Nei due anni di Pieces i principali attori sociali interessati allo sviluppo di pratiche innovative hanno collaborato a definire una sperimentazione e hanno partecipato a incontri di approfondimento sul mentoring, anche per costruire a più mani strumenti operativi per l’effettivo avvio di sperimentazioni in realtà socio-assistenziali del territorio. Ma il progetto ha finanziato anche un primo percorso formativo per aspiranti mentor, individuati dalle strutture pubbliche e private che hanno preso parte ai lavori: nel corso di sei incontri loro dedicati, con la guida di un formatore esperto, operatori e operatrici dei servizi socio-sanitari e formatori hanno familiarizzato con la metodologia e sperimentato strumenti adattandoli alle reali esigenze del proprio contesto di lavoro.
Grazie a questa esperienza e agli strumenti realizzati, il mentoring da pratica prettamente anglosassone entra quindi nel patrimonio di conoscenze a disposizione delle organizzazioni di servizio del nostro territorio. 
“Va segnalato come molto interessante innanzitutto il contenuto di questa sperimentazione sul mentor, perché nelle esperienze passate in genere chi ha avuto un mentor poi lo è diventato a sua volta.

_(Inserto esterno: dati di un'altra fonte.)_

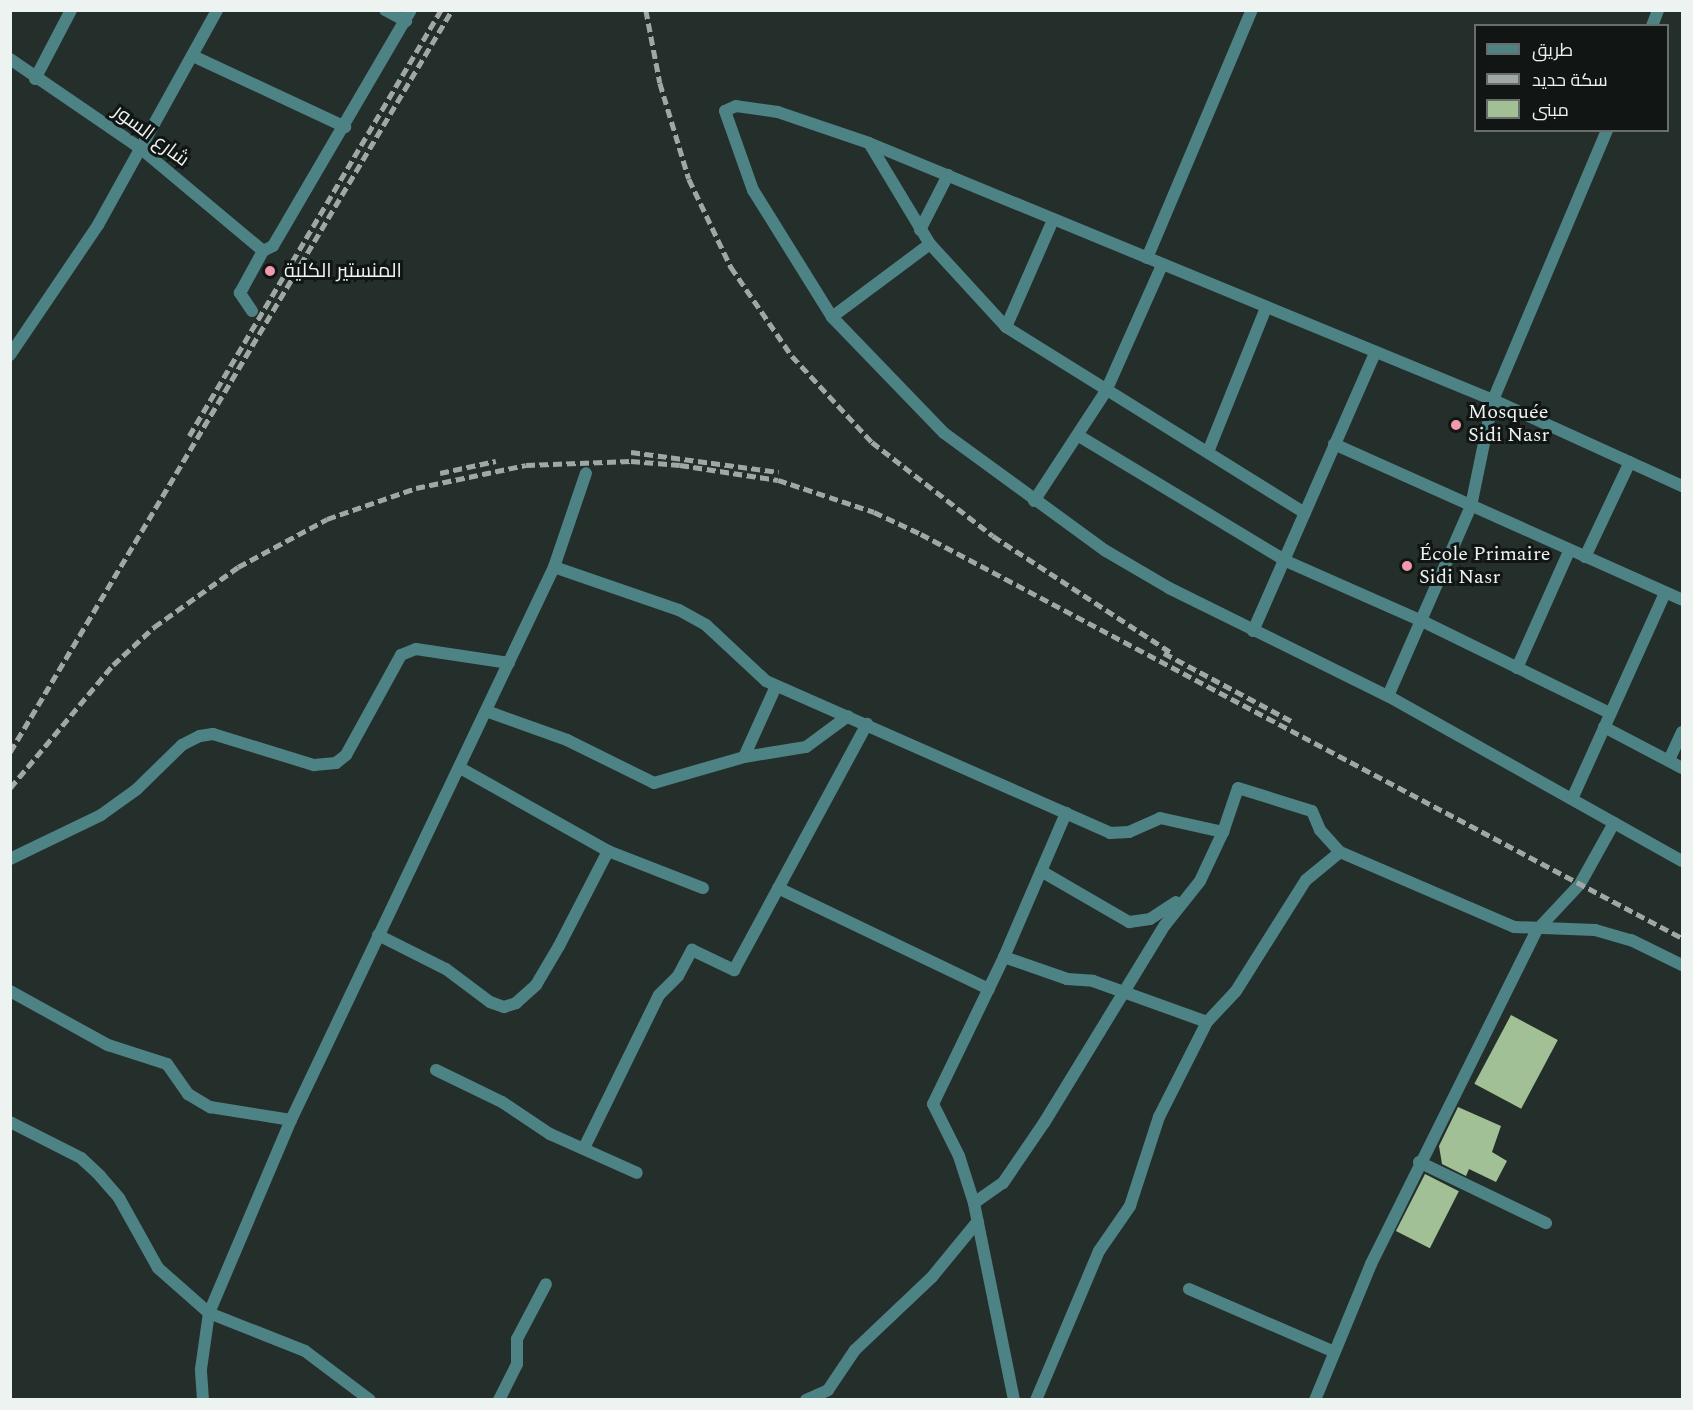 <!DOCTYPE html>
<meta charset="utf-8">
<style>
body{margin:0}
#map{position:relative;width:1693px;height:1410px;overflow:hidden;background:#242f2b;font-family:Spectral,Cairo,serif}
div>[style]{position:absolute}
.building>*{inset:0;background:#a2c095;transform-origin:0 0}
.minor>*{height:12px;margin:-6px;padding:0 6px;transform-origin:6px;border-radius:6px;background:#4e8386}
.rail>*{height:4.5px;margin-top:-2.25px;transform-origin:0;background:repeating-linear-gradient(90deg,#a0a8a5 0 9px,transparent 0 13.5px)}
.dots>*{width:16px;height:16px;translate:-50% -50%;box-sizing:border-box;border:3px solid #111614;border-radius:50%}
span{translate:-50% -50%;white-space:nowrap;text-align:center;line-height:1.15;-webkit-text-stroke:6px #111614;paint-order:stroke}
.street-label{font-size:20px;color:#ecf3f0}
.poi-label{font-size:20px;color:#ecf3f0}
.left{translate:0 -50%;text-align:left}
.frame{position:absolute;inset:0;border:12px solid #ecf3f0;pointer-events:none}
.legend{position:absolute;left:1474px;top:24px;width:195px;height:108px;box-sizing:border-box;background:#111614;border:2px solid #696e6c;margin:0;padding:8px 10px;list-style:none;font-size:18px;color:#ecf3f0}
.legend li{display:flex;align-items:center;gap:12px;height:30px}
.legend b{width:30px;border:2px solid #696e6c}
</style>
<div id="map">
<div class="building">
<div style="left:1511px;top:1015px;width:53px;height:78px;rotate:28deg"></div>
<div style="clip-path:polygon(1458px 1107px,1501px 1126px,1492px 1152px,1507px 1161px,1496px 1182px,1469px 1169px,1466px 1176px,1442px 1164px,1439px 1146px)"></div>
<div style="left:1425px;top:1174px;width:38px;height:64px;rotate:27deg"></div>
</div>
<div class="minor">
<div style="left:385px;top:10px;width:24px;rotate:28deg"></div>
<div style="left:1652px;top:26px;width:17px;rotate:-69deg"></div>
<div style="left:193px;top:56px;width:168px;rotate:25deg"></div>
<div style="left:10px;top:59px;width:158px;rotate:34.4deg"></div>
<div style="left:140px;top:148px;width:160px;rotate:39.9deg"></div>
<div style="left:35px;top:79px;width:78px;rotate:-62.4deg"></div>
<div style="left:869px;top:143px;width:118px;rotate:58.9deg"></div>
<div style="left:930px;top:244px;width:113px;rotate:47.5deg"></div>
<div style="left:1006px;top:327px;width:352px;rotate:31.9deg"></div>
<div style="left:920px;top:230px;width:62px;rotate:-63deg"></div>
<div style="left:1147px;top:258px;width:269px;rotate:-67.1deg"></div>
<div style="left:252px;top:311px;width:22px;rotate:-124deg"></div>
<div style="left:240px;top:293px;width:48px;rotate:-61.3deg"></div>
<div style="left:263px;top:251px;width:11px;rotate:-27deg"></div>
<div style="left:273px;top:246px;width:273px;rotate:-59.7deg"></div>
<div style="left:832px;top:317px;width:122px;rotate:-36.7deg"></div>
<div style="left:1006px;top:327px;width:117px;rotate:-66.3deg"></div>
<div style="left:10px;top:355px;width:157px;rotate:-55.9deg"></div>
<div style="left:98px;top:225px;width:246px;rotate:-61deg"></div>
<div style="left:1079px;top:436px;width:242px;rotate:31.1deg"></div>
<div style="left:1286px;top:561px;width:146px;rotate:23.8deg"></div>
<div style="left:1420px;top:620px;width:212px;rotate:26.1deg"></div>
<div style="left:1334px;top:444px;width:381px;rotate:24.1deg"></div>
<div style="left:1208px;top:452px;width:155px;rotate:-68.1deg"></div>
<div style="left:1682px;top:486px;width:208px;rotate:-155.5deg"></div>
<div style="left:1493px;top:400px;width:675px;rotate:-157.62deg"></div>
<div style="left:869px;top:143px;width:96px;rotate:-161.2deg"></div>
<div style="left:778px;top:112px;width:42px;rotate:-171.9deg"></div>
<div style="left:736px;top:106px;width:12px;rotate:156deg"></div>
<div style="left:725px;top:111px;width:84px;rotate:70.5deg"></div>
<div style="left:753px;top:190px;width:150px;rotate:58.1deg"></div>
<div style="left:832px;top:317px;width:161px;rotate:46deg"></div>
<div style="left:944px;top:433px;width:200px;rotate:36.1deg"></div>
<div style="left:1106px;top:551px;width:73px;rotate:30.4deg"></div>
<div style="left:1169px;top:588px;width:244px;rotate:26.3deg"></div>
<div style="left:1388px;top:696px;width:337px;rotate:29.3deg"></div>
<div style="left:1034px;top:501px;width:131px;rotate:-56.8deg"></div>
<div style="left:1106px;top:391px;width:138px;rotate:-66deg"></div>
<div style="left:1585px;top:557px;width:105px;rotate:-64.7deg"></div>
<div style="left:554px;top:567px;width:132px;rotate:19deg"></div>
<div style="left:679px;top:610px;width:31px;rotate:29deg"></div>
<div style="left:706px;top:625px;width:82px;rotate:43deg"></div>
<div style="left:766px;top:681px;width:376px;rotate:23.8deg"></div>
<div style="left:1110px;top:833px;width:19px;rotate:-3deg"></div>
<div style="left:1129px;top:832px;width:34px;rotate:-24deg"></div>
<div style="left:1160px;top:818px;width:65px;rotate:12.5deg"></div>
<div style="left:1223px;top:832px;width:46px;rotate:-71.2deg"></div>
<div style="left:1238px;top:788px;width:77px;rotate:17.3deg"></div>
<div style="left:1312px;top:811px;width:21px;rotate:67deg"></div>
<div style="left:1320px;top:830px;width:30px;rotate:48deg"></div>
<div style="left:1340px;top:852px;width:189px;rotate:23.3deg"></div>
<div style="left:1514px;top:927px;width:81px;rotate:2.1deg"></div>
<div style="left:1595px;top:930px;width:37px;rotate:16deg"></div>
<div style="left:1631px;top:940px;width:57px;rotate:26.1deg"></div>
<div style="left:1253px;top:631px;width:304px;rotate:-66.3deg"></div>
<div style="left:1517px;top:668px;width:128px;rotate:-66deg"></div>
<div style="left:1388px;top:696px;width:207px;rotate:-66.4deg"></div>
<div style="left:1471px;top:506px;width:108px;rotate:-78.3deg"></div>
<div style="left:1493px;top:400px;width:293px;rotate:-67.1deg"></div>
<div style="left:489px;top:712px;width:83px;rotate:19.7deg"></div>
<div style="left:567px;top:740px;width:97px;rotate:26.3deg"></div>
<div style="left:654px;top:783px;width:94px;rotate:-16.1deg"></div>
<div style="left:744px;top:757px;width:63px;rotate:-9.2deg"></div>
<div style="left:806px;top:747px;width:52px;rotate:-36.4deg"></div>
<div style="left:1604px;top:727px;width:88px;rotate:27.7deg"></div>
<div style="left:744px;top:757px;width:78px;rotate:-65.7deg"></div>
<div style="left:1669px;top:760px;width:31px;rotate:-65deg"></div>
<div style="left:462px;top:769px;width:167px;rotate:29.3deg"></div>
<div style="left:608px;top:851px;width:102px;rotate:21.3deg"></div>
<div style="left:1572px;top:799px;width:226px;rotate:-65.7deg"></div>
<div style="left:10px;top:859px;width:101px;rotate:-25.8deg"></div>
<div style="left:101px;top:815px;width:44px;rotate:-35.8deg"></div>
<div style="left:137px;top:789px;width:63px;rotate:-44.4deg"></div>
<div style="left:182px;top:745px;width:20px;rotate:-27deg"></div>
<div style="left:200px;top:736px;width:13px;rotate:-9deg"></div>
<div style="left:213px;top:734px;width:106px;rotate:17.1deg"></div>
<div style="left:314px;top:765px;width:22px;rotate:-5deg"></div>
<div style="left:336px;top:763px;width:13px;rotate:-39deg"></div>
<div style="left:346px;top:755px;width:114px;rotate:-61.2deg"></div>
<div style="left:401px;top:655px;width:16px;rotate:-22deg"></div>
<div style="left:416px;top:649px;width:94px;rotate:8.6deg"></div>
<div style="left:1041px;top:871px;width:102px;rotate:30.1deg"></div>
<div style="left:1129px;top:922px;width:21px;rotate:-8deg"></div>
<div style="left:1150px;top:919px;width:31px;rotate:-33deg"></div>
<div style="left:778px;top:888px;width:234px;rotate:25.6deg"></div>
<div style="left:378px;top:935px;width:76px;rotate:26.6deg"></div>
<div style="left:446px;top:969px;width:55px;rotate:36.9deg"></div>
<div style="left:490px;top:1002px;width:15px;rotate:20deg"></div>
<div style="left:504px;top:1007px;width:13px;rotate:-18deg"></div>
<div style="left:516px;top:1003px;width:27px;rotate:-42deg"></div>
<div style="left:536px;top:985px;width:45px;rotate:-59.5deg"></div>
<div style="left:559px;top:946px;width:107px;rotate:-62.7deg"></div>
<div style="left:1004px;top:957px;width:67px;rotate:19.2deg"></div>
<div style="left:1067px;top:979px;width:26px;rotate:4deg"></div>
<div style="left:1093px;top:981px;width:121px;rotate:19.8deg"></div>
<div style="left:10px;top:991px;width:112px;rotate:28.9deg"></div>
<div style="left:108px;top:1045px;width:62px;rotate:17.9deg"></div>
<div style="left:167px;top:1064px;width:37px;rotate:55deg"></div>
<div style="left:188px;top:1094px;width:26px;rotate:31deg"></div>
<div style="left:210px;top:1107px;width:82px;rotate:9.1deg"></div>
<div style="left:436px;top:1070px;width:73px;rotate:25.9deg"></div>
<div style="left:502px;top:1102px;width:58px;rotate:33.7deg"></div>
<div style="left:550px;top:1134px;width:95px;rotate:24.1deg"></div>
<div style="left:10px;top:1122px;width:80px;rotate:26.9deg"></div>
<div style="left:81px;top:1158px;width:26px;rotate:43deg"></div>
<div style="left:100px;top:1176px;width:29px;rotate:49deg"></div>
<div style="left:119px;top:1198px;width:80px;rotate:60.9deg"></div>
<div style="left:158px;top:1268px;width:68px;rotate:41.4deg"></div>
<div style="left:209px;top:1313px;width:103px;rotate:21.6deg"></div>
<div style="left:305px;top:1351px;width:81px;rotate:37deg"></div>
<div style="left:584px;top:1148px;width:170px;rotate:-63.9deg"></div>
<div style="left:659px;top:995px;width:27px;rotate:-45deg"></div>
<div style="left:678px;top:976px;width:30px;rotate:-62deg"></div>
<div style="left:692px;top:950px;width:47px;rotate:25.5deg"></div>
<div style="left:734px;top:970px;width:280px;rotate:-61.6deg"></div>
<div style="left:1419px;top:1162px;width:141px;rotate:25.7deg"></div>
<div style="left:974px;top:1203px;width:35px;rotate:-35deg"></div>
<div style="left:1003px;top:1183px;width:73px;rotate:-55.7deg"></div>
<div style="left:1044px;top:1123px;width:232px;rotate:-58.6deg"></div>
<div style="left:1165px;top:925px;width:56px;rotate:-51.5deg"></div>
<div style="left:1200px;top:881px;width:54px;rotate:-64.9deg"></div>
<div style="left:1189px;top:1289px;width:156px;rotate:23.4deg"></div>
<div style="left:203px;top:1400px;width:31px;rotate:-94deg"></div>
<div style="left:201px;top:1369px;width:57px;rotate:-81.9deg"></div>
<div style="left:209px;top:1313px;width:210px;rotate:-67deg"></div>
<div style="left:291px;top:1120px;width:612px;rotate:-64.56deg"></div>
<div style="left:554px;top:567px;width:99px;rotate:-71.2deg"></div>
<div style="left:499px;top:1400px;width:40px;rotate:-63.4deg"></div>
<div style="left:517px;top:1364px;width:25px;rotate:-90deg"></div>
<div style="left:517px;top:1339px;width:62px;rotate:-62.2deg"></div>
<div style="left:806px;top:1400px;width:24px;rotate:-24deg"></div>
<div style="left:828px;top:1390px;width:48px;rotate:-56deg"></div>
<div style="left:855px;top:1350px;width:106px;rotate:-43.5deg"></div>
<div style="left:932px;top:1277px;width:72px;rotate:-50.6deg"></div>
<div style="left:1014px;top:1400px;width:201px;rotate:-101.5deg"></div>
<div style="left:974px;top:1203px;width:49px;rotate:-107.7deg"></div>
<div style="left:959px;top:1156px;width:58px;rotate:-116.6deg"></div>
<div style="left:933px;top:1104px;width:163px;rotate:-64.2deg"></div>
<div style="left:1004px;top:957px;width:157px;rotate:-66.7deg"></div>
<div style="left:1036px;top:1400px;width:162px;rotate:-67.1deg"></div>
<div style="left:1099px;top:1251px;width:55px;rotate:-55.4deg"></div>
<div style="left:1130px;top:1206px;width:94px;rotate:-72deg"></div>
<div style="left:1159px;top:1117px;width:106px;rotate:-63.2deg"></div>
<div style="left:1207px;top:1022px;width:42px;rotate:-46.9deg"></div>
<div style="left:1236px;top:991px;width:131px;rotate:-57.8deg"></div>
<div style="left:1306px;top:880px;width:44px;rotate:-39.5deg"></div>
<div style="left:1315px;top:1400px;width:147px;rotate:-67.6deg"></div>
<div style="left:1371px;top:1264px;width:373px;rotate:-63.6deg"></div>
<div style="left:1537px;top:930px;width:63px;rotate:-46.9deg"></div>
<div style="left:1580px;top:884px;width:70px;rotate:-60.9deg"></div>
</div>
<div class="rail">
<div style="left:646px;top:10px;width:74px;rotate:79.1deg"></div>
<div style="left:660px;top:83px;width:100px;rotate:73.2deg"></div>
<div style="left:689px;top:179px;width:98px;rotate:64.5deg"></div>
<div style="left:731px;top:267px;width:108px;rotate:55.6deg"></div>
<div style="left:792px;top:356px;width:117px;rotate:47.1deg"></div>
<div style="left:872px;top:442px;width:153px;rotate:37.8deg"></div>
<div style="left:993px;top:536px;width:215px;rotate:33.2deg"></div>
<div style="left:189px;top:436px;width:495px;rotate:-59.4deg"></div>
<div style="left:631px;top:452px;width:149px;rotate:7.7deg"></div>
<div style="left:440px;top:473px;width:57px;rotate:-12.1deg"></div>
<div style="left:1164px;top:653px;width:146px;rotate:28.1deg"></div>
<div style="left:10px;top:752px;width:864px;rotate:-59.22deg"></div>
<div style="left:10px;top:788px;width:160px;rotate:-50.1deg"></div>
<div style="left:113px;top:665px;width:56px;rotate:-42.8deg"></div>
<div style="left:154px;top:627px;width:103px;rotate:-35.5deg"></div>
<div style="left:238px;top:567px;width:101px;rotate:-28.3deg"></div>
<div style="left:327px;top:519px;width:94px;rotate:-19.2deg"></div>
<div style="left:416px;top:488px;width:112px;rotate:-11.8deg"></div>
<div style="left:526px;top:465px;width:105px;rotate:-2.2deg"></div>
<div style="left:631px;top:461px;width:49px;rotate:4.7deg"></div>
<div style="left:680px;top:465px;width:99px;rotate:8.7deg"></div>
<div style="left:778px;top:480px;width:101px;rotate:18.4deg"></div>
<div style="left:874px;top:512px;width:52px;rotate:25.1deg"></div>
<div style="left:921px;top:534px;width:862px;rotate:27.96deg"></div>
</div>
<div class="dots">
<div style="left:270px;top:271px;background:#f29aac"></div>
<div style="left:1456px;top:425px;background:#f29aac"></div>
<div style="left:1407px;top:566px;background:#f29aac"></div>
</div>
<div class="street-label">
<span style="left:151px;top:136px;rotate:37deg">شارع السور</span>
</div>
<div class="poi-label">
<span class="left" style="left:284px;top:271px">المنستير الكلية</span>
<span class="left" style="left:1468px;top:424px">Mosquée<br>Sidi Nasr</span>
<span class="left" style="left:1419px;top:566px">École Primaire<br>Sidi Nasr</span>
</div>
<div class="frame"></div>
<ul class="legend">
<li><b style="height:8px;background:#4e8386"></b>طريق</li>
<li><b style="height:8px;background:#a0a8a5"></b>سكة حديد</li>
<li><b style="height:16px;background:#a2c095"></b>مبنى</li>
</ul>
</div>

E questa è una pratica importante, anche di contrasto alla disgregazione sociale: una pratica solidale, che incoraggia alla cooperazione”, ha osservato l’assessore provinciale alla Formazione professionale e alle Politiche attive del lavoro Manuela Amoretti, che ha chiuso i lavori. “Con questo progetto siamo pienamente dentro un orizzonte europeo – ha aggiunto - che incoraggia l’innovazione sociale: un’innovazione che migliori i servizi, la vita delle persone, la vita lavorativa delle persone. Cerchiamo quindi di essere innovatori anche noi”.
La consegna degli attestati si è svolta all’interno di una mattinata interamente dedicata al progetto Leonardo Pieces, nella quale sono intervenuti anche Gaetana Ariu del Laboratorio dell’innovazione del sistema formativo della Provincia, Giacomo Magnanini dell’Ufficio Europa della Provincia, Pietro Stefanini dell’Assessorato alle Politiche sociali della Provincia, Elisabetta Di Pardo del Servizio Formazione professionale della Regione Emilia-Romagna, Rossano Arenare di Isfol. A metà mattina c’è stato spazio per le testimonianze di attori sociali e mentor: sono intervenuti Gaetana Capelli di Proges, Dante Ghisani della Cisl, Maria Corsini di Aurora Domus e Alberto Pomelli dell’Hospice Piccole Figlie.